6th century sermon by Gildas

De Excidio et Conquestu Britanniae (Note:
- Also written as De Excidio et Conquestu Britanniæ with the ligature æ
- The full title is De excidio et conquestu Britanniae ac flebili castigatione in reges, principes et sacerdotes
) (English: On the Ruin and Conquest of Britain) (Note: Sometimes just On the Ruin of Britain) is a work written in Latin in the late fifth or sixth century by the British religious polemicist Gildas. It is a sermon in three parts condemning the acts of Gildas' contemporaries, both secular and religious, whom he blames for the dire state of affairs in sub-Roman Britain. It is widely acknowledged by historians that the text cannot be straightforwardly used to construct a reliable narrative history of fifth- and sixth-century Britain. It nevertheless is one of the most important sources for the history of Britain in the fifth and sixth centuries, as it is the only significant historical source for the period written by a near contemporary of the people and events described.

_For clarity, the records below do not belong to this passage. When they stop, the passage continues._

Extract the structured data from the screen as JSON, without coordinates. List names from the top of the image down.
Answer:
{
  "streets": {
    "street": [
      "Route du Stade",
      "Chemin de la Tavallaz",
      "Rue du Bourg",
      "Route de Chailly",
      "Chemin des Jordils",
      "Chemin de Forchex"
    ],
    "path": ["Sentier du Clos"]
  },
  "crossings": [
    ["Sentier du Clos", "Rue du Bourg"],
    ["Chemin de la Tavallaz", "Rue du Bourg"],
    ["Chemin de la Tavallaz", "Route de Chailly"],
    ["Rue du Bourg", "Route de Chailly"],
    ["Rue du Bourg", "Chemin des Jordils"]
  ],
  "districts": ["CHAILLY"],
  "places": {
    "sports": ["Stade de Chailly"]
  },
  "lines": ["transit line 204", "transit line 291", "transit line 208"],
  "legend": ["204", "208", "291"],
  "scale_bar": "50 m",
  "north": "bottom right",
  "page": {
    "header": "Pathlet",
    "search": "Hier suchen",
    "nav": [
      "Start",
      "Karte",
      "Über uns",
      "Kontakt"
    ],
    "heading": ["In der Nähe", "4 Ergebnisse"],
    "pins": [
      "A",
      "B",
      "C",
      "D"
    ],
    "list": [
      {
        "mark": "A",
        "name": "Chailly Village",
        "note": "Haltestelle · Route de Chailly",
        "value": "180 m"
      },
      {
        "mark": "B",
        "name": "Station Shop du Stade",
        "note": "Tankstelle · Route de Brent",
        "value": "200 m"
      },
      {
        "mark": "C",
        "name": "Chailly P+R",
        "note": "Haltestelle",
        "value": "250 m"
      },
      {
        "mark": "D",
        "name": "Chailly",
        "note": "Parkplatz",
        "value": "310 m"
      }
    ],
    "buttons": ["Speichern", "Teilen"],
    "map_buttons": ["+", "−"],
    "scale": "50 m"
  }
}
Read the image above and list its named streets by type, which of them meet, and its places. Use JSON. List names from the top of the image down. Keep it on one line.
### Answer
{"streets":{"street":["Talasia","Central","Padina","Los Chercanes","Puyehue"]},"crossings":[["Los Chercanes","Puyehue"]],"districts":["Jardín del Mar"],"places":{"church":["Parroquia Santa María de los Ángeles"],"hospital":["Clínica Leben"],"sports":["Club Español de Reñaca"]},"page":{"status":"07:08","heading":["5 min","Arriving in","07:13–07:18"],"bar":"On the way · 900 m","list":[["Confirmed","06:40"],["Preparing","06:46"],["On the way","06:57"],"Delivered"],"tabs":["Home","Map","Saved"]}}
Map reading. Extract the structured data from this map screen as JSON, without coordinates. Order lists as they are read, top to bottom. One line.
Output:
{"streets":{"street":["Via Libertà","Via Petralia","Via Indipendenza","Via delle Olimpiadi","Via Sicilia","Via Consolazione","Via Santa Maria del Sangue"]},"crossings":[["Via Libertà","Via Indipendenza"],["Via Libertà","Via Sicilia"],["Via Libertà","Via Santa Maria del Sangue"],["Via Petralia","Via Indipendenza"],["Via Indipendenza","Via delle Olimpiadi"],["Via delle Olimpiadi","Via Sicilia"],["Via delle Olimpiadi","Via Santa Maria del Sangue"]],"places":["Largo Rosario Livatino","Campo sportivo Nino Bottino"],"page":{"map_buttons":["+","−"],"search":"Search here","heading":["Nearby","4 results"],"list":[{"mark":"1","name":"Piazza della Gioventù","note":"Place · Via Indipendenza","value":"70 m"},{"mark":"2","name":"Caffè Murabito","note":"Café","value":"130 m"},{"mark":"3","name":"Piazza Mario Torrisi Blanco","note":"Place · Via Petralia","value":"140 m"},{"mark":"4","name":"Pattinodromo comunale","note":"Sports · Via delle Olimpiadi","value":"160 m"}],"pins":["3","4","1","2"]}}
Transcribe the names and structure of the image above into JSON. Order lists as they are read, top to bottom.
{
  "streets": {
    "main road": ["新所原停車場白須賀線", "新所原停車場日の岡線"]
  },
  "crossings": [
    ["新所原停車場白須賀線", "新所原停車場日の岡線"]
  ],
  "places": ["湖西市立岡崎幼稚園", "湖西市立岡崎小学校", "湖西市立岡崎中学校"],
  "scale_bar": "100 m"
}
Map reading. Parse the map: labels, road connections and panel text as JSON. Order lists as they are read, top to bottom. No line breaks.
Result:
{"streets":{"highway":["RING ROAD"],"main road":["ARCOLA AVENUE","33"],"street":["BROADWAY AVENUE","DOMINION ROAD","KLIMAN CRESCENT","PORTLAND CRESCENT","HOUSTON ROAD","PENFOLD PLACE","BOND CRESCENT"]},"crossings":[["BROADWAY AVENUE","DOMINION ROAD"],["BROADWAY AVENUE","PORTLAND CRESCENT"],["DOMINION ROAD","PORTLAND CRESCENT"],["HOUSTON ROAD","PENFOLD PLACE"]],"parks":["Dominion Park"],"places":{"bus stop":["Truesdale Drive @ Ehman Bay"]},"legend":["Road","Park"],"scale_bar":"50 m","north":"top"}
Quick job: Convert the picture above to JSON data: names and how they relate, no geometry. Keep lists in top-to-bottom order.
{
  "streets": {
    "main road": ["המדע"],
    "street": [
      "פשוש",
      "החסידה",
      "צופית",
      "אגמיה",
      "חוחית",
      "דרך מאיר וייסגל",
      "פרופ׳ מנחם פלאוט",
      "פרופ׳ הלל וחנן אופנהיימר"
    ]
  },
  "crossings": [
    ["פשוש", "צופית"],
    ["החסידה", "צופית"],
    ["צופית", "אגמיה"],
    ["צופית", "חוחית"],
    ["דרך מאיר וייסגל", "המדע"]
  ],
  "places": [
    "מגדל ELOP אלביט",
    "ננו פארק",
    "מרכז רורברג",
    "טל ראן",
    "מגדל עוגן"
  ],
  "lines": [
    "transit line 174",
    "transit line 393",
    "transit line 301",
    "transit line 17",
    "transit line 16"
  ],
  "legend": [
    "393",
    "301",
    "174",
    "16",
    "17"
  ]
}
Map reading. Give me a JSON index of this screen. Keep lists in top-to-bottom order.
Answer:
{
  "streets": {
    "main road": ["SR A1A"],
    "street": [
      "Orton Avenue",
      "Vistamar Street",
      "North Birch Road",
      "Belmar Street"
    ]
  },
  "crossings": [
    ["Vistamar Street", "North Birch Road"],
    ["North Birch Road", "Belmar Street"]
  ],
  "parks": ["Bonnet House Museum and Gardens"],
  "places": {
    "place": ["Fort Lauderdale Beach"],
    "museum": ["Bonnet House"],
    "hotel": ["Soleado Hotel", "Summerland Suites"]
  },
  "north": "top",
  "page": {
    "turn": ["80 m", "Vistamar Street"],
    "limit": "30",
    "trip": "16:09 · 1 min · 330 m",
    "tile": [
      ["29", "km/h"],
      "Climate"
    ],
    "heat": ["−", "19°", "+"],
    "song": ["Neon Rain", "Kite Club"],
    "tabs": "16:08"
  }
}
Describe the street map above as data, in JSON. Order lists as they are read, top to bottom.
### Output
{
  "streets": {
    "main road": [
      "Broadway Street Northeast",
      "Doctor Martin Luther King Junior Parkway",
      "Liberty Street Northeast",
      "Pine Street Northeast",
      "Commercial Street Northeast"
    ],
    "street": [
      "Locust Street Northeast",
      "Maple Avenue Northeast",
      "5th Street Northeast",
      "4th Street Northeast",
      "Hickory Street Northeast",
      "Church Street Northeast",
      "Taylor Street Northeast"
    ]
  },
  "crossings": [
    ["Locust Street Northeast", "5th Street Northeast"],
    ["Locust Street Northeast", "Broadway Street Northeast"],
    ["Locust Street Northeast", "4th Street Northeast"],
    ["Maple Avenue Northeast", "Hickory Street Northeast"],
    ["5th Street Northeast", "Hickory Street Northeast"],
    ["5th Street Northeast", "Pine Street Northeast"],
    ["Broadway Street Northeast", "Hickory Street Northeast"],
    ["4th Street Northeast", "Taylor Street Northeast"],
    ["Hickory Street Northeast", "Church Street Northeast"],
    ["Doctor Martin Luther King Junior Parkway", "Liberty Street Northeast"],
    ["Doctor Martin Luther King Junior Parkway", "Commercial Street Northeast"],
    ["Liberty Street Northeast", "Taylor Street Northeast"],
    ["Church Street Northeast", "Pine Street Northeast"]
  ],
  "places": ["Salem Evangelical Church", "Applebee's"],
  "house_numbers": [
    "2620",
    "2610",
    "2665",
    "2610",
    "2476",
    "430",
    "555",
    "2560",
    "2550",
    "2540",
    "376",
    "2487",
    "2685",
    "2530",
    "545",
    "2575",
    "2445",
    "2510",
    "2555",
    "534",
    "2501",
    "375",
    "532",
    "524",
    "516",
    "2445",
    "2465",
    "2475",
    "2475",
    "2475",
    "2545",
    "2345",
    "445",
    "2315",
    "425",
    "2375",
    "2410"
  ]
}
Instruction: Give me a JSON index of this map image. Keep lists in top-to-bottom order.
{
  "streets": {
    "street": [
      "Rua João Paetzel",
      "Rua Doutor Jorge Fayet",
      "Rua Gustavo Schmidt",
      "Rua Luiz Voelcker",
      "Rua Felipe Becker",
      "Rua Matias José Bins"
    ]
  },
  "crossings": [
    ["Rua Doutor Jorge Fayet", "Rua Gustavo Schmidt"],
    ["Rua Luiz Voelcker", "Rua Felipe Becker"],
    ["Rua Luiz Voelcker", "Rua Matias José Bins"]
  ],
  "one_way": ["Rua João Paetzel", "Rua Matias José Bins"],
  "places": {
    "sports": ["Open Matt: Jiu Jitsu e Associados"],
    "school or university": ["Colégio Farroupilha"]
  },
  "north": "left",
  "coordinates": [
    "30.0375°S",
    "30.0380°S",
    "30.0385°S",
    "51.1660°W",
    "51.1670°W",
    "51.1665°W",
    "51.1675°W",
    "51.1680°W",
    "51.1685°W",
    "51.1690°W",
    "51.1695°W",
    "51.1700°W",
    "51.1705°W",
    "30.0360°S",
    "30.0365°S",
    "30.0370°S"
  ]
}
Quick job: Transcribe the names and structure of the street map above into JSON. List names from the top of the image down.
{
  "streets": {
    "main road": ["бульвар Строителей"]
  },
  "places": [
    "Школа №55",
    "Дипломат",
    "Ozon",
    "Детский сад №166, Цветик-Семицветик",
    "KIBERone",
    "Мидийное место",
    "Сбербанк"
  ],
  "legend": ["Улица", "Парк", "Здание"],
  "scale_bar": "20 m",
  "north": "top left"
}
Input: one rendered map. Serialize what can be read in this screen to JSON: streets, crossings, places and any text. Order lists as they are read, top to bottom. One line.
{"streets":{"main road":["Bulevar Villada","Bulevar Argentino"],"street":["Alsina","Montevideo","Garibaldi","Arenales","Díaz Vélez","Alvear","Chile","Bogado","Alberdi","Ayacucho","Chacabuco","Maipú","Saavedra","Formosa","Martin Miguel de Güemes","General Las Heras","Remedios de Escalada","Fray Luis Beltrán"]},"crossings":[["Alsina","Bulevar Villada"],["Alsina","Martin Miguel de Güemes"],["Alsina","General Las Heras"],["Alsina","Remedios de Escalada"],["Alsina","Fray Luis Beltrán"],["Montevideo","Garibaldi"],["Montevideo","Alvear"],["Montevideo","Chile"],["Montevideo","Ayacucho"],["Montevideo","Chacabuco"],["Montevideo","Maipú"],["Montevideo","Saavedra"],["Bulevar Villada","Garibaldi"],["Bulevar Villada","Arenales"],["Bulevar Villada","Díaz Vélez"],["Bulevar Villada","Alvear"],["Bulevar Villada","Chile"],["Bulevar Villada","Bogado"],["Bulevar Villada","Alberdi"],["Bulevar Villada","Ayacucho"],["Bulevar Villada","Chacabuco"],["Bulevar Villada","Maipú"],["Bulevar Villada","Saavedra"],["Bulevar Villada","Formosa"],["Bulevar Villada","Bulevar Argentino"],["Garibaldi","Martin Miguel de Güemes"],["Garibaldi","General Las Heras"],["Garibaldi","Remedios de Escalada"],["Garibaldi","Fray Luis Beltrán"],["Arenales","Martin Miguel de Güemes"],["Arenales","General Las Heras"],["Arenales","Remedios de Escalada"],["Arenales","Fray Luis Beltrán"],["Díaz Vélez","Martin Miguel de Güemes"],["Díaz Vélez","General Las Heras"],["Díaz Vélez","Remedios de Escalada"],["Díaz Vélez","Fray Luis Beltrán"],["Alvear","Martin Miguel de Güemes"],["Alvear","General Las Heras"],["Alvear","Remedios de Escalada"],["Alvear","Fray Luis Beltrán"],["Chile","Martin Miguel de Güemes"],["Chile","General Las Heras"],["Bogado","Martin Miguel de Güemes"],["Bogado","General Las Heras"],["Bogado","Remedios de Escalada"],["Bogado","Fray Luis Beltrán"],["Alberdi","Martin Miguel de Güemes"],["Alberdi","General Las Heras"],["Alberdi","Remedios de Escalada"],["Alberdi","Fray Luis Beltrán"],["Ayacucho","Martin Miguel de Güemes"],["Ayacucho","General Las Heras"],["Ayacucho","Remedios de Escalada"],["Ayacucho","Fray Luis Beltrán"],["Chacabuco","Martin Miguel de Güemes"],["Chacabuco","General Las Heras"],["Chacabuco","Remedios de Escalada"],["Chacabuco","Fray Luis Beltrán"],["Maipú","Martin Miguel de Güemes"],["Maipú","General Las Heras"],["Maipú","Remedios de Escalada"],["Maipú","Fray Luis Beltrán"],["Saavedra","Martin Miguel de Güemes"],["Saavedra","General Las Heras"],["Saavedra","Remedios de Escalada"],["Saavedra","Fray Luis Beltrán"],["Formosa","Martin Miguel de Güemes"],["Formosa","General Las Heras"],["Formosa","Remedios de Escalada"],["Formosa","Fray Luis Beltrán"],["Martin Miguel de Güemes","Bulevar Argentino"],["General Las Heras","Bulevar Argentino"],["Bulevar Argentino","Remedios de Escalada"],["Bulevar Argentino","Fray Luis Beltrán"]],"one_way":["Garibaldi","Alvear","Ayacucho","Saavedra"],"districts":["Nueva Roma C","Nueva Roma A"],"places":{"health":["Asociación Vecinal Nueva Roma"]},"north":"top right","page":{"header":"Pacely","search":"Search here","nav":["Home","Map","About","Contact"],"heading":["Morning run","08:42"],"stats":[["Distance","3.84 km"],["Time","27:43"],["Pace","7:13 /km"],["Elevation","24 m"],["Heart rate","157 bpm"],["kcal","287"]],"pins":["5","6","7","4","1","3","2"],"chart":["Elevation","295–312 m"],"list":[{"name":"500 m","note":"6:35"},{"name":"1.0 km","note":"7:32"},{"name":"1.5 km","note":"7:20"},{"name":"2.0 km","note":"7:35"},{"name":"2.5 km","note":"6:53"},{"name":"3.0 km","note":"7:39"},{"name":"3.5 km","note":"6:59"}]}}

Part I contains a narrative of British history from the Roman conquest to Gildas' time; it includes references to Ambrosius Aurelianus and the Britons' victory against the Saxons at the Battle of Mons Badonicus. Part II is a condemnation of five kings for their various sins, including both obscure figures and relatively well-documented ones such as Maelgwn Gwynedd. Part III is a similar attack upon the British clergy of the age.

== Date ==
Gildas's work is of great importance to historians, because, although it is not intended primarily as history, it is almost the only surviving source written by a near-contemporary of British events in the fifth and sixth centuries. The usual date that has been given for the composition of the work is some time in the 540s, but it is now regarded as quite possibly earlier, in the first quarter of the sixth century, or even before that. The historian Karen George, in her study of Gildas' text, suggests a date range of c. 510–530 AD, while the historian Stephen Joyce argues for c. 483–485 AD. In the view of the historian Guy Halsall:
There is some evidence for an "early Gildas", writing in the late fifth century. This includes Gildas' rhetorical education, his Latin style, his theological concerns, and a rereading of his historical section and his place within it. I tend towards this interpretation, although it cannot be proven. It is unlikely that Gildas wrote before 480/490 or much after about 550; beyond that we cannot go.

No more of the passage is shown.